[Saved entries]
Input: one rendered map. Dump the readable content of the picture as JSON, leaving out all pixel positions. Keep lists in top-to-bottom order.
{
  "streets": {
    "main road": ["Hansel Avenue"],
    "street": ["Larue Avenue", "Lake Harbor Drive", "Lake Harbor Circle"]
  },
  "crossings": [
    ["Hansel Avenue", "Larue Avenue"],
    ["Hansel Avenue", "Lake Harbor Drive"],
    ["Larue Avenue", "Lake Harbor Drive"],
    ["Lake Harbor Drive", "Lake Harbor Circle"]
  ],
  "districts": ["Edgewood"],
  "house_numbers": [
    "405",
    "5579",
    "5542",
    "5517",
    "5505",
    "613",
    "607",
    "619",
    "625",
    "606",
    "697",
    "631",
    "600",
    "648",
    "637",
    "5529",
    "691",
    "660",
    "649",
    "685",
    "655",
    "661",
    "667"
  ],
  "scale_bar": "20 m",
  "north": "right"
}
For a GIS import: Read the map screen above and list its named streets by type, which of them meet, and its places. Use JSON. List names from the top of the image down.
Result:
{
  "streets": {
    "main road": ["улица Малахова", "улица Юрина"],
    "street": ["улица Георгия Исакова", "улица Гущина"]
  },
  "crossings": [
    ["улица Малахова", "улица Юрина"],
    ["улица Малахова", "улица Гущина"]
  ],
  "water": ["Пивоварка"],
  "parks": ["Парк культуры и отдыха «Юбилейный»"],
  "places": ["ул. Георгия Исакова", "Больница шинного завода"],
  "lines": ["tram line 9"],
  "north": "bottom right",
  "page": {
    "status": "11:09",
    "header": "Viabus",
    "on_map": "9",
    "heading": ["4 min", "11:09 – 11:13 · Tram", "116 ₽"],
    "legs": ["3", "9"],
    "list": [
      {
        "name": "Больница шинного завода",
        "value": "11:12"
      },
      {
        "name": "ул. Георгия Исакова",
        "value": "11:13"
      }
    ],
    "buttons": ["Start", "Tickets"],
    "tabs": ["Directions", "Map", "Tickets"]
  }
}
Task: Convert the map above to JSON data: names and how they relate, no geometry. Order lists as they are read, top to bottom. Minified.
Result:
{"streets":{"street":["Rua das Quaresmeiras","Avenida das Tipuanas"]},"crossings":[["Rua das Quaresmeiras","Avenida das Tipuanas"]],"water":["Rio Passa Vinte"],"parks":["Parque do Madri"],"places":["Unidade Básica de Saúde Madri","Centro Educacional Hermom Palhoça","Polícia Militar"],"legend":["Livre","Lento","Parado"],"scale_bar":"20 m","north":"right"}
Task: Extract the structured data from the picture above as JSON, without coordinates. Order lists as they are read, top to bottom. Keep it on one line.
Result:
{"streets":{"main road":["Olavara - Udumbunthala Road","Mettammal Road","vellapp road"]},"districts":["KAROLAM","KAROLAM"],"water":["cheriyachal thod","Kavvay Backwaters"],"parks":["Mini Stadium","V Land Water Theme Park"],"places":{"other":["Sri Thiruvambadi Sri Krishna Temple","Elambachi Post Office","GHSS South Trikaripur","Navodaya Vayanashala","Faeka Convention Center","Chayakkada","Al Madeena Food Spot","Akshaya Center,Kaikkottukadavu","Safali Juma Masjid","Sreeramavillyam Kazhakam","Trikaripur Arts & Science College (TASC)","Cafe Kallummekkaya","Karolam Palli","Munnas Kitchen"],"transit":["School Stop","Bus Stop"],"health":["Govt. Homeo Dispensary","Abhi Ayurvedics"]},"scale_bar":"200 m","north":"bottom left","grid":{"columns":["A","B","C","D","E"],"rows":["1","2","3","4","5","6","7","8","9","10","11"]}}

**WHAT YOU HAVE TO DO:** Each entry is to be output exactly as it was written.

**RESPONSE TO THE TASK:**
Input: one rendered map. Dump the readable content of the picture as JSON, leaving out all pixel positions. Keep lists in top-to-bottom order.
{
  "streets": {
    "main road": ["Hansel Avenue"],
    "street": ["Larue Avenue", "Lake Harbor Drive", "Lake Harbor Circle"]
  },
  "crossings": [
    ["Hansel Avenue", "Larue Avenue"],
    ["Hansel Avenue", "Lake Harbor Drive"],
    ["Larue Avenue", "Lake Harbor Drive"],
    ["Lake Harbor Drive", "Lake Harbor Circle"]
  ],
  "districts": ["Edgewood"],
  "house_numbers": [
    "405",
    "5579",
    "5542",
    "5517",
    "5505",
    "613",
    "607",
    "619",
    "625",
    "606",
    "697",
    "631",
    "600",
    "648",
    "637",
    "5529",
    "691",
    "660",
    "649",
    "685",
    "655",
    "661",
    "667"
  ],
  "scale_bar": "20 m",
  "north": "right"
}
For a GIS import: Read the map screen above and list its named streets by type, which of them meet, and its places. Use JSON. List names from the top of the image down.
Result:
{
  "streets": {
    "main road": ["улица Малахова", "улица Юрина"],
    "street": ["улица Георгия Исакова", "улица Гущина"]
  },
  "crossings": [
    ["улица Малахова", "улица Юрина"],
    ["улица Малахова", "улица Гущина"]
  ],
  "water": ["Пивоварка"],
  "parks": ["Парк культуры и отдыха «Юбилейный»"],
  "places": ["ул. Георгия Исакова", "Больница шинного завода"],
  "lines": ["tram line 9"],
  "north": "bottom right",
  "page": {
    "status": "11:09",
    "header": "Viabus",
    "on_map": "9",
    "heading": ["4 min", "11:09 – 11:13 · Tram", "116 ₽"],
    "legs": ["3", "9"],
    "list": [
      {
        "name": "Больница шинного завода",
        "value": "11:12"
      },
      {
        "name": "ул. Георгия Исакова",
        "value": "11:13"
      }
    ],
    "buttons": ["Start", "Tickets"],
    "tabs": ["Directions", "Map", "Tickets"]
  }
}
Task: Convert the map above to JSON data: names and how they relate, no geometry. Order lists as they are read, top to bottom. Minified.
Result:
{"streets":{"street":["Rua das Quaresmeiras","Avenida das Tipuanas"]},"crossings":[["Rua das Quaresmeiras","Avenida das Tipuanas"]],"water":["Rio Passa Vinte"],"parks":["Parque do Madri"],"places":["Unidade Básica de Saúde Madri","Centro Educacional Hermom Palhoça","Polícia Militar"],"legend":["Livre","Lento","Parado"],"scale_bar":"20 m","north":"right"}
Task: Extract the structured data from the picture above as JSON, without coordinates. Order lists as they are read, top to bottom. Keep it on one line.
Result:
{"streets":{"main road":["Olavara - Udumbunthala Road","Mettammal Road","vellapp road"]},"districts":["KAROLAM","KAROLAM"],"water":["cheriyachal thod","Kavvay Backwaters"],"parks":["Mini Stadium","V Land Water Theme Park"],"places":{"other":["Sri Thiruvambadi Sri Krishna Temple","Elambachi Post Office","GHSS South Trikaripur","Navodaya Vayanashala","Faeka Convention Center","Chayakkada","Al Madeena Food Spot","Akshaya Center,Kaikkottukadavu","Safali Juma Masjid","Sreeramavillyam Kazhakam","Trikaripur Arts & Science College (TASC)","Cafe Kallummekkaya","Karolam Palli","Munnas Kitchen"],"transit":["School Stop","Bus Stop"],"health":["Govt. Homeo Dispensary","Abhi Ayurvedics"]},"scale_bar":"200 m","north":"bottom left","grid":{"columns":["A","B","C","D","E"],"rows":["1","2","3","4","5","6","7","8","9","10","11"]}}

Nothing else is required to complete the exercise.